Lei ha già esplorato con acume e goliardia gran parte delle questioni che ruotano intorno al sesso. C’è qualche argomento che considera tabù o che la mette in imbarazzo?
«Beh, se mi mette in imbarazzo significa che è l’argomento giusto! Anche perché nella vita privata sono abbastanza all’opposto di quello che racconto. Per fortuna viviamo in una società in cui, a causa della piaga del “politically correct”, la linea di ciò che sulla carta è tabù si è abbassata notevolmente. Ai tempi degli “Skiantos” o degli “Squallor” le tematiche erano ancora più esplicite».
C’è un tema su cui vorrebbe scrivere una canzone, ma non ha ancora trovato la chiave giusta?
«Ci sto lavorando ma non posso “spoilerare”. I competitori sono sempre in agguato!».
In “Vibratore” cita parodiando “Il pescatore” di un “mostro sa­cro” come Fabrizio De André. Pochi hanno osato tanto prima di lei. Lo possiamo considerare un o­maggio “sui generis”? (ci sono anche riferimenti alla Nan­nini in “Mano amante mia”, ovviamente a Fabio Concato in “Fiore di scoglio” e tanti altri, Battiato, per esempio, ndr).
«È un omaggio che nessuno mi ha chiesto! (ride, ndr). Mi è piaciuto appropriarmi di canzoni e repertori cantautoriali molto alti perché, secondo me, si crea un contrasto incredibile con i te­sti cantati. È un insieme di sfron­tatezza, poesia e imbarazzo. Ma, soprattutto, spero traspaia la dimostrazione di affetto per un modo di fare musica che
a­desso sta un po’ scomparendo».
Ma Ruggero è un cantante che fa ridere oppure un comico che canta?
«È un cantante che crea emozioni. Poi, se queste emozioni ti portano a ridere, buon per te!».
Qual è la sua canzone a cui è più legato?
«Un cantante bravo direb­be: “Quella che devo ancora scrivere”, oppure anche: “Le canzoni sono come figli, è impossibile sceglierne una: sono tutte importanti per me”. Io invece dirò: “Torna a Udi­ne”, perché è la canzone che mi fa capire chi è davvero “fan” di Ruggero e chi è so­lo lì per cantare “squirtiiiing”».

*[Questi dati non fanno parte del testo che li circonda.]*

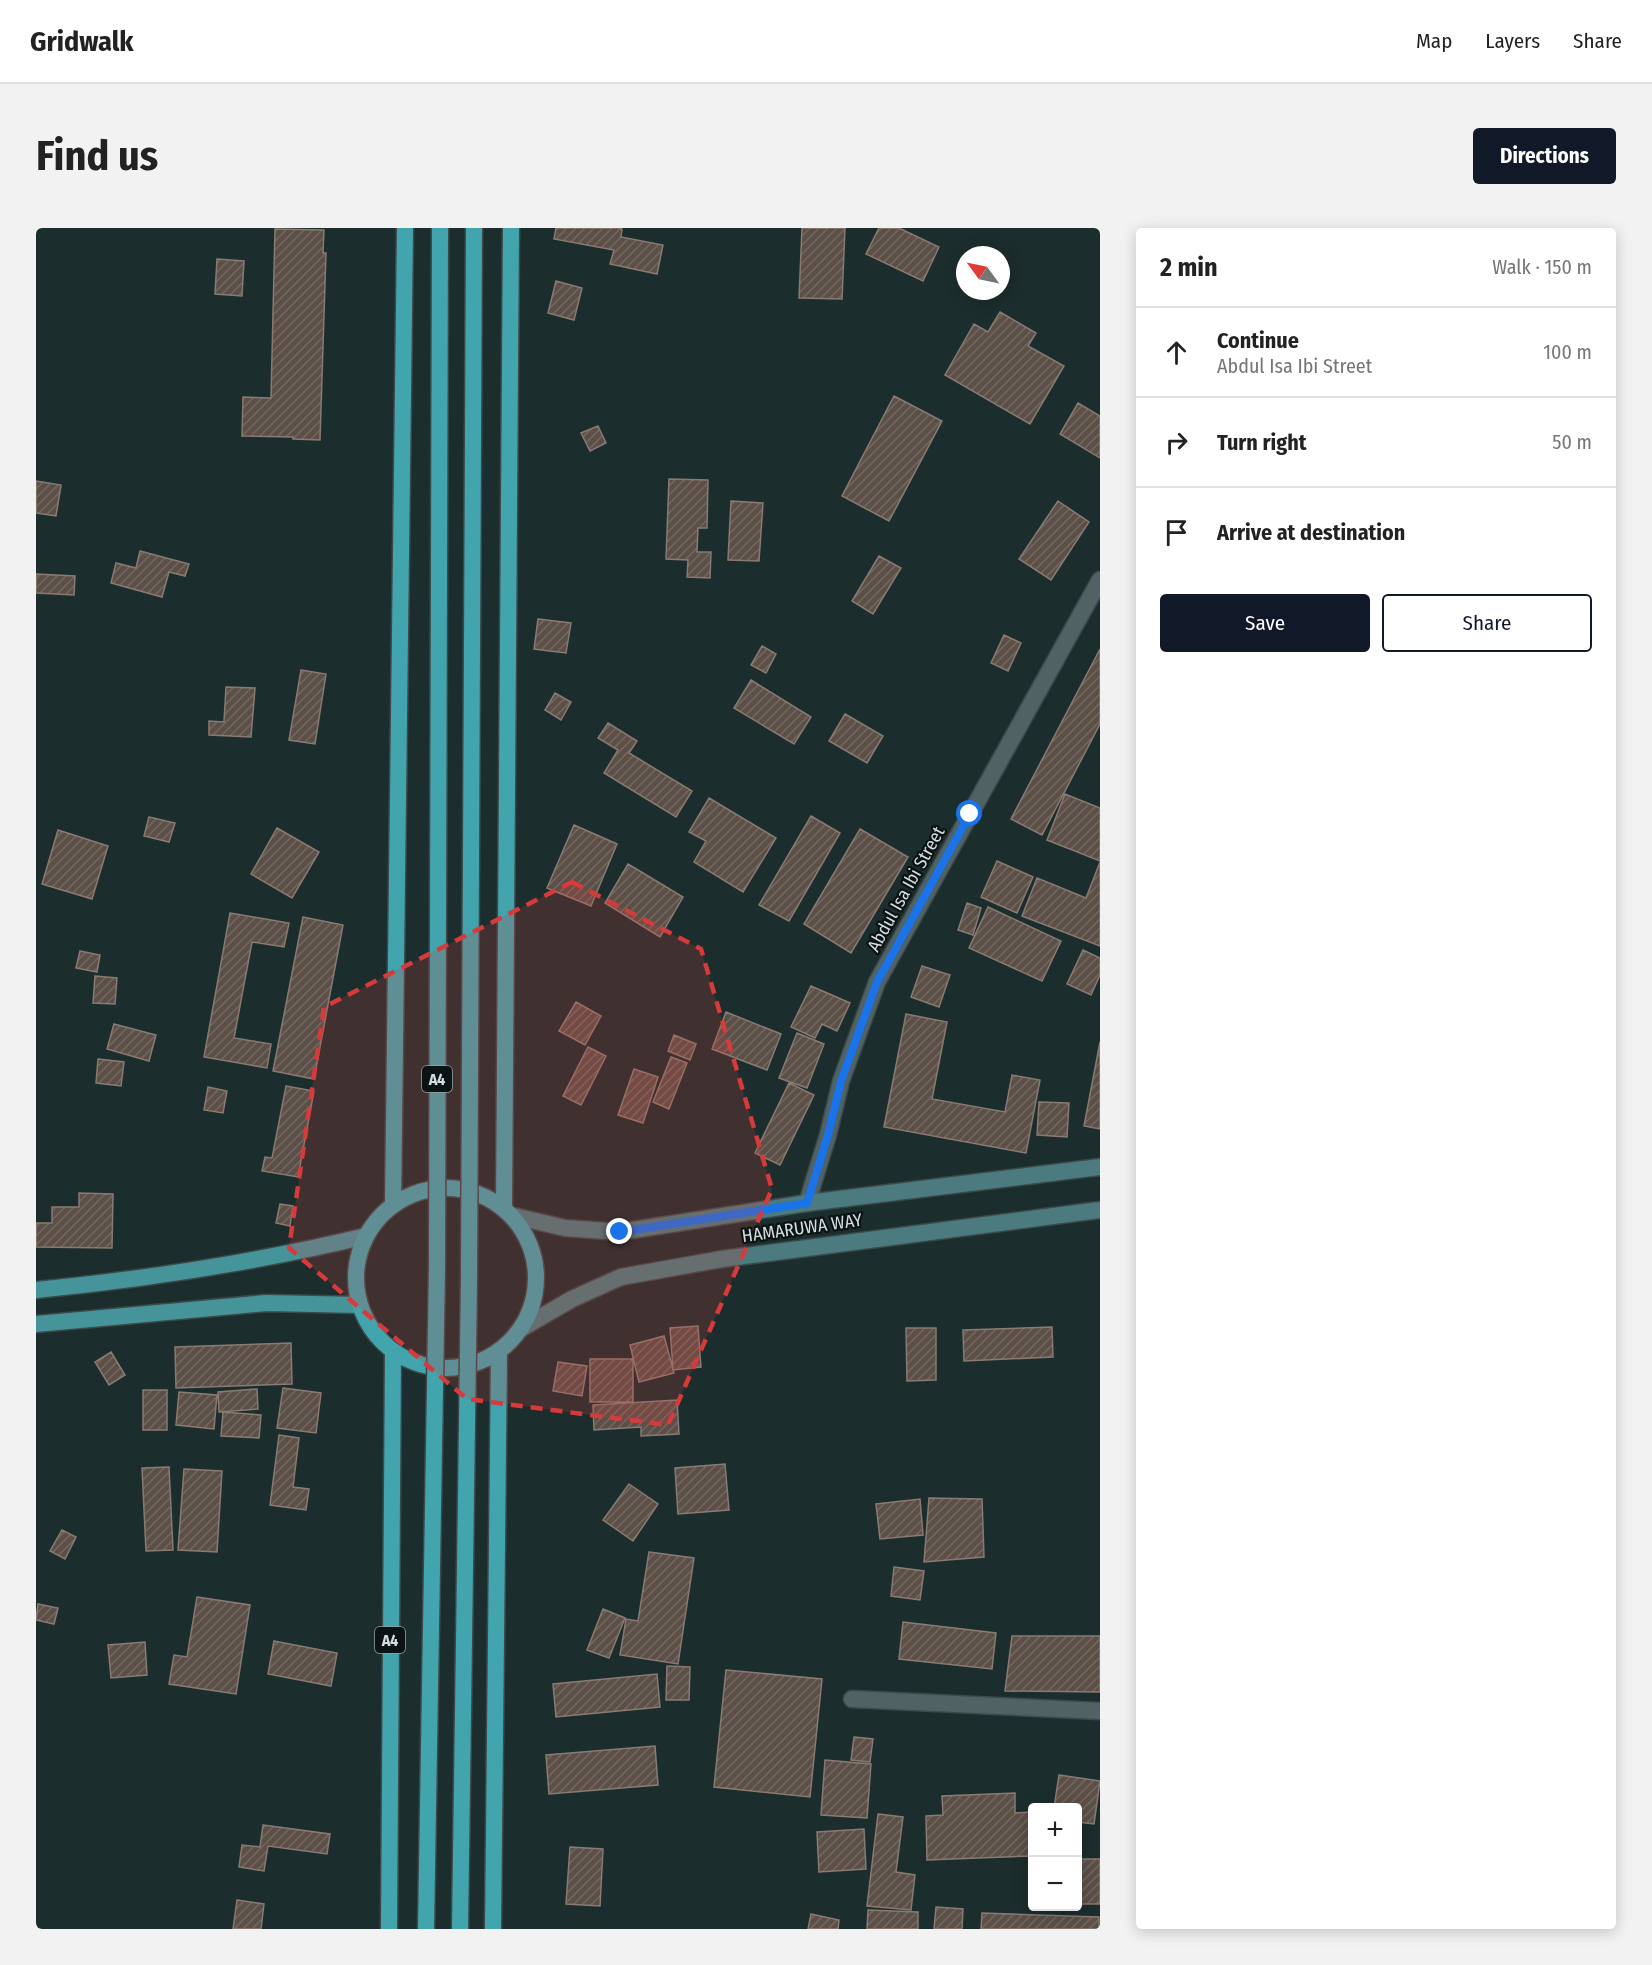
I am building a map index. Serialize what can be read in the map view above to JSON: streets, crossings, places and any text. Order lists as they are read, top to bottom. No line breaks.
{"streets":{"highway":["A4"],"main road":["HAMARUWA WAY"],"street":["Abdul Isa Ibi Street"]},"crossings":[["A4","HAMARUWA WAY"]],"north":"top left","page":{"header":"Gridwalk","nav":["Map","Layers","Share"],"buttons":["Directions",["Save","Share"]],"title":"Find us","heading":["2 min","Walk · 150 m"],"list":[["Continue","Abdul Isa Ibi Street","100 m"],["Turn right","50 m"],"Arrive at destination"],"map_buttons":["+","−"]}}
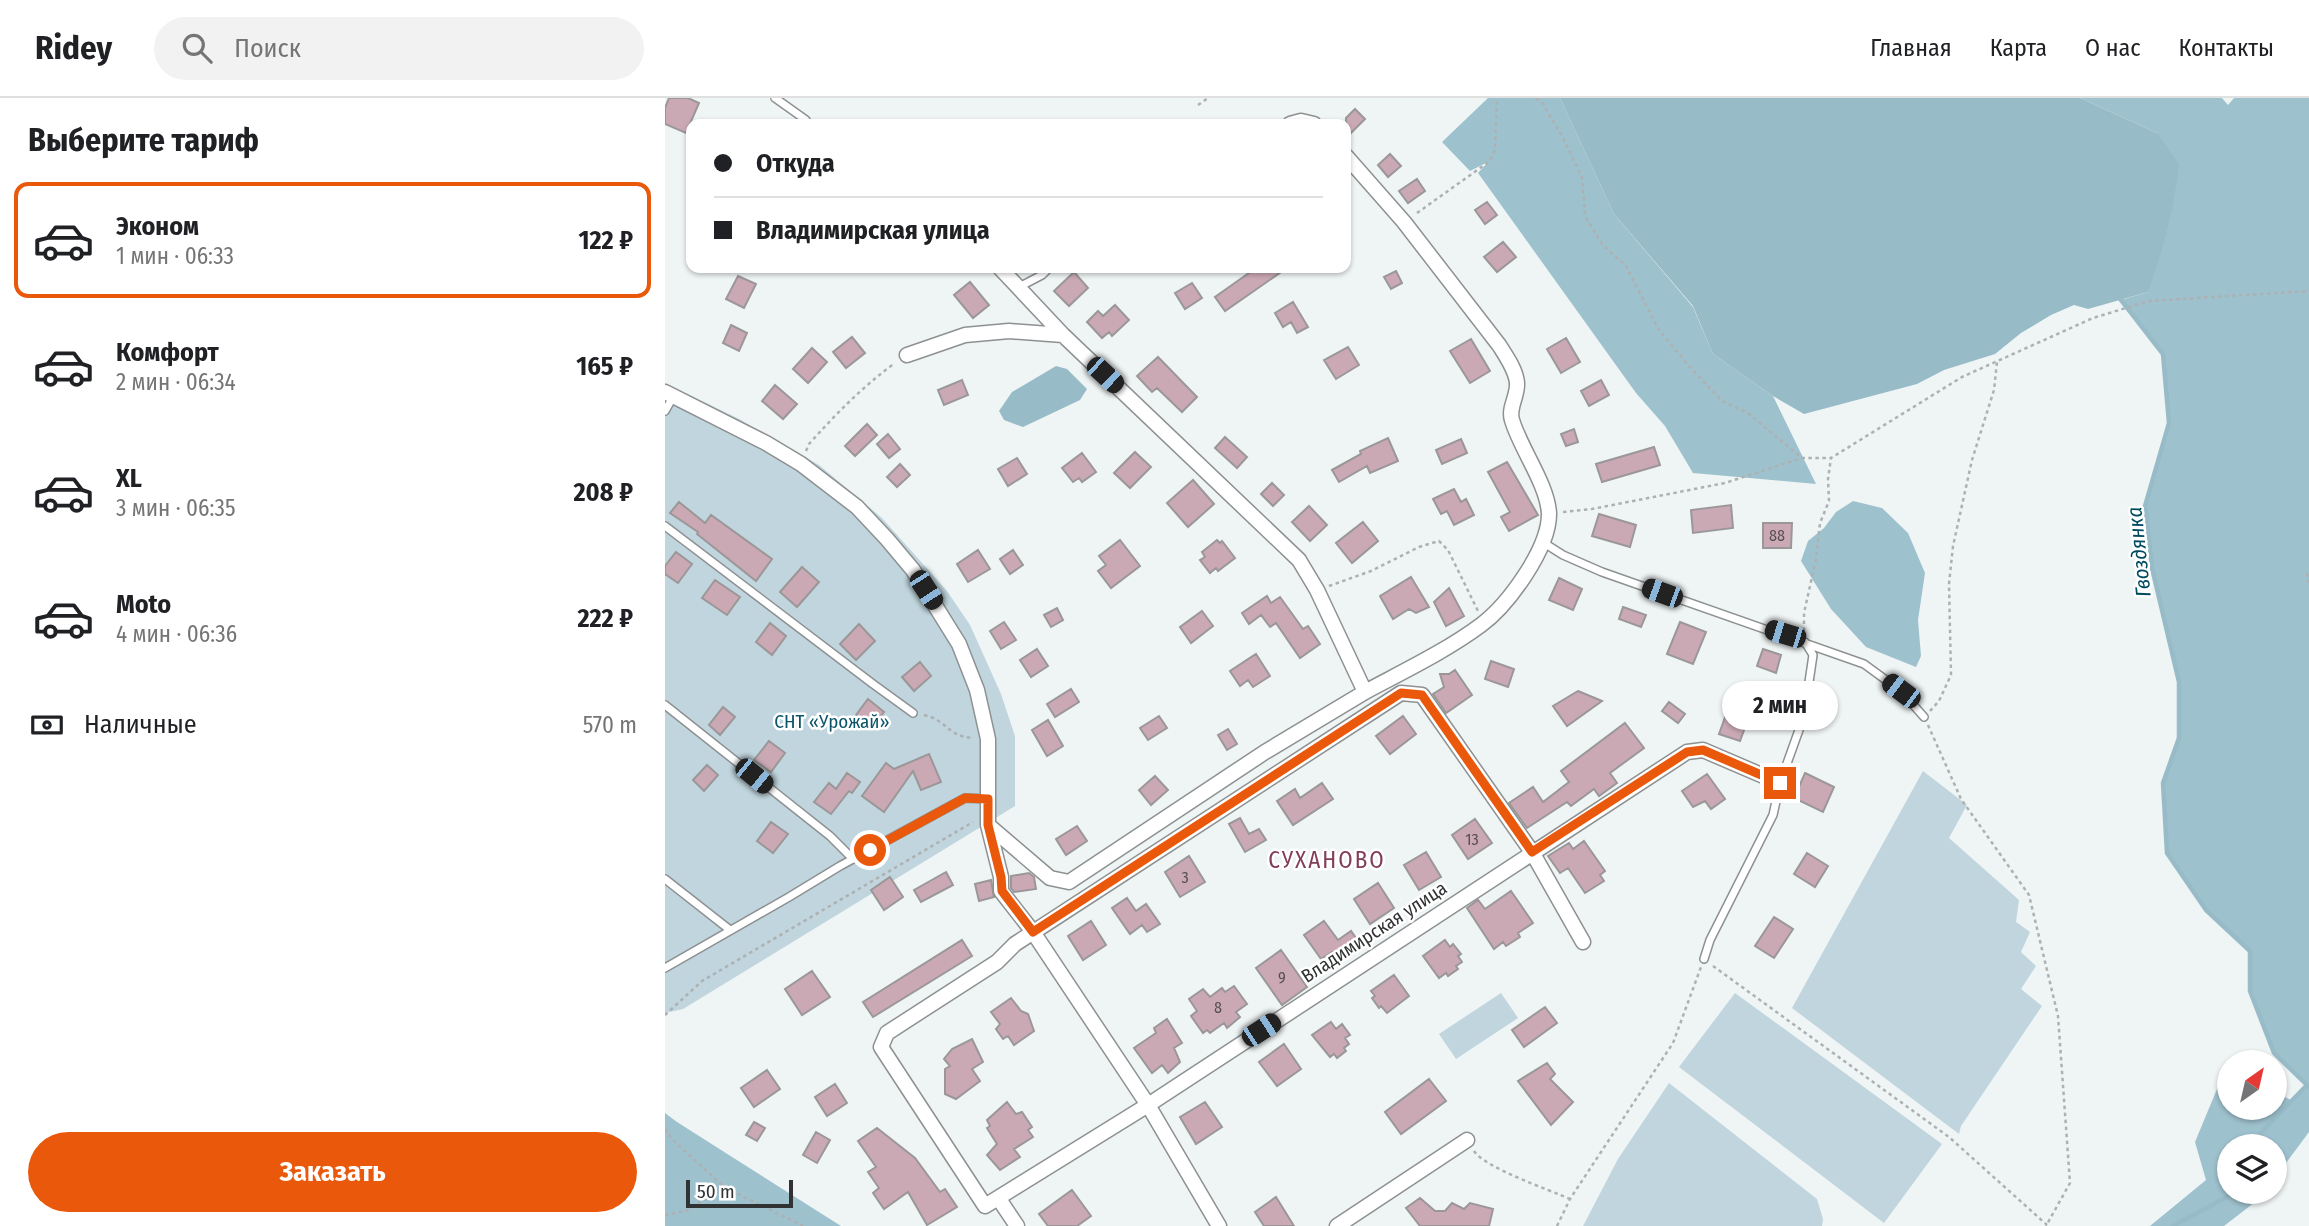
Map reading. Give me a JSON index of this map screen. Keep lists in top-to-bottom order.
{
  "streets": {
    "street": ["Владимирская улица"]
  },
  "districts": ["СУХАНОВО"],
  "water": ["Гвоздянка"],
  "parks": ["СНТ «Урожай»"],
  "house_numbers": [
    "88",
    "13",
    "3",
    "9",
    "8"
  ],
  "scale_bar": "50 m",
  "north": "top right",
  "page": {
    "header": "Ridey",
    "search": "Поиск",
    "nav": [
      "Главная",
      "Карта",
      "О нас",
      "Контакты"
    ],
    "heading": "Выберите тариф",
    "banner": ["Откуда", "Владимирская улица"],
    "list": [
      {
        "name": "Эконом",
        "note": "1 мин · 06:33",
        "value": "122 ₽"
      },
      {
        "name": "Комфорт",
        "note": "2 мин · 06:34",
        "value": "165 ₽"
      },
      {
        "name": "XL",
        "note": "3 мин · 06:35",
        "value": "208 ₽"
      },
      {
        "name": "Moto",
        "note": "4 мин · 06:36",
        "value": "222 ₽"
      }
    ],
    "bubble": "2 мин",
    "pay": ["Наличные", "570 m"],
    "buttons": "Заказать",
    "scale": "50 m"
  }
}
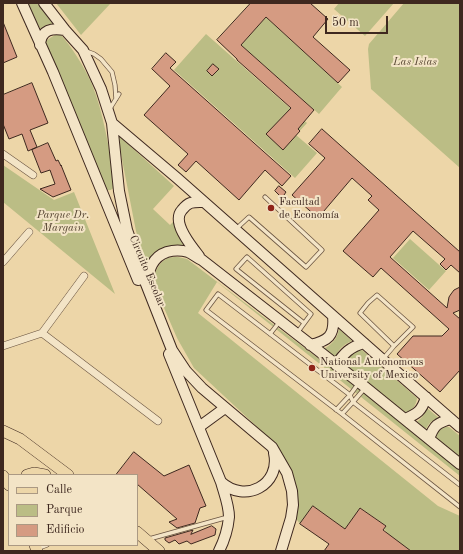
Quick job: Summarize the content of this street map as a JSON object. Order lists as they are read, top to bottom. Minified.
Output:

Che musica ascolta Andrea quando esce dagli abiti di Ruggero?
«Anche se prediligo le atmosfere acustiche, ascolto un po’ di tutto, dal rock all’elettronica. I miei preferiti di sempre sono “Rem”, “Radiohead”, “Queen” e “Ar­ca­de fire”. Ma non dimentichiamoci di Domenico Modu­gno e di Dean Mart­in. Ultima­men­te ascolto molto folk e “country” a­mericano, ma non chieder­mi il motivo, perché non lo so neanche io».
Si potrebbe dire che “Ruggero de ‘I timidi’” sia per Andrea Sam­bucco quello che Checco Zalone rappresenta per Luca Me­di­ci. Al di là dell’aspetto economico, le piacerebbe fare un tipo di percorso analogo, arrivando, per esempio, al cinema?
«Sì, possiamo dire che sono il Checco Zalone friulano, ma con meno soldi! Non ti nego che mi piacerebbe arrivare a un cortometraggio, ma in realtà vedo questa tappa molto lontana, mentre invece il mio percorso mi porta attraverso strade nuove, alcune impensabili al­l’inizio del progetto. Penso agli spettacoli di “cabaret” che porto a teatro, al “Vino timido (Rougero)” presentato a “Vini­taly” o ai “fumetti timidi” presentati a “Lucca comics”».